● **Aim of the task**
The answer is the full listing below, copied exactly, with its pictures omitted.

● **Input data**
»»
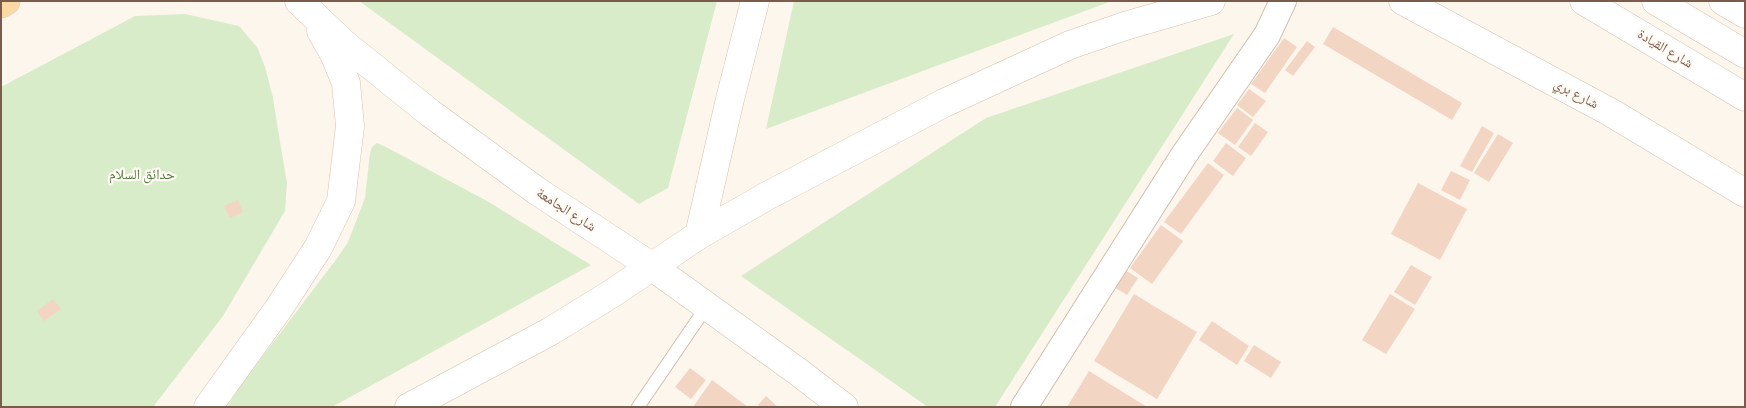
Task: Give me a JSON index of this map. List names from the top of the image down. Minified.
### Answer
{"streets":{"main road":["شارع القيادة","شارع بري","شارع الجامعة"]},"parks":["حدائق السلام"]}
««
● **Response below**
Task: Give me a JSON index of this map. List names from the top of the image down. Minified.
### Answer
{"streets":{"main road":["شارع القيادة","شارع بري","شارع الجامعة"]},"parks":["حدائق السلام"]}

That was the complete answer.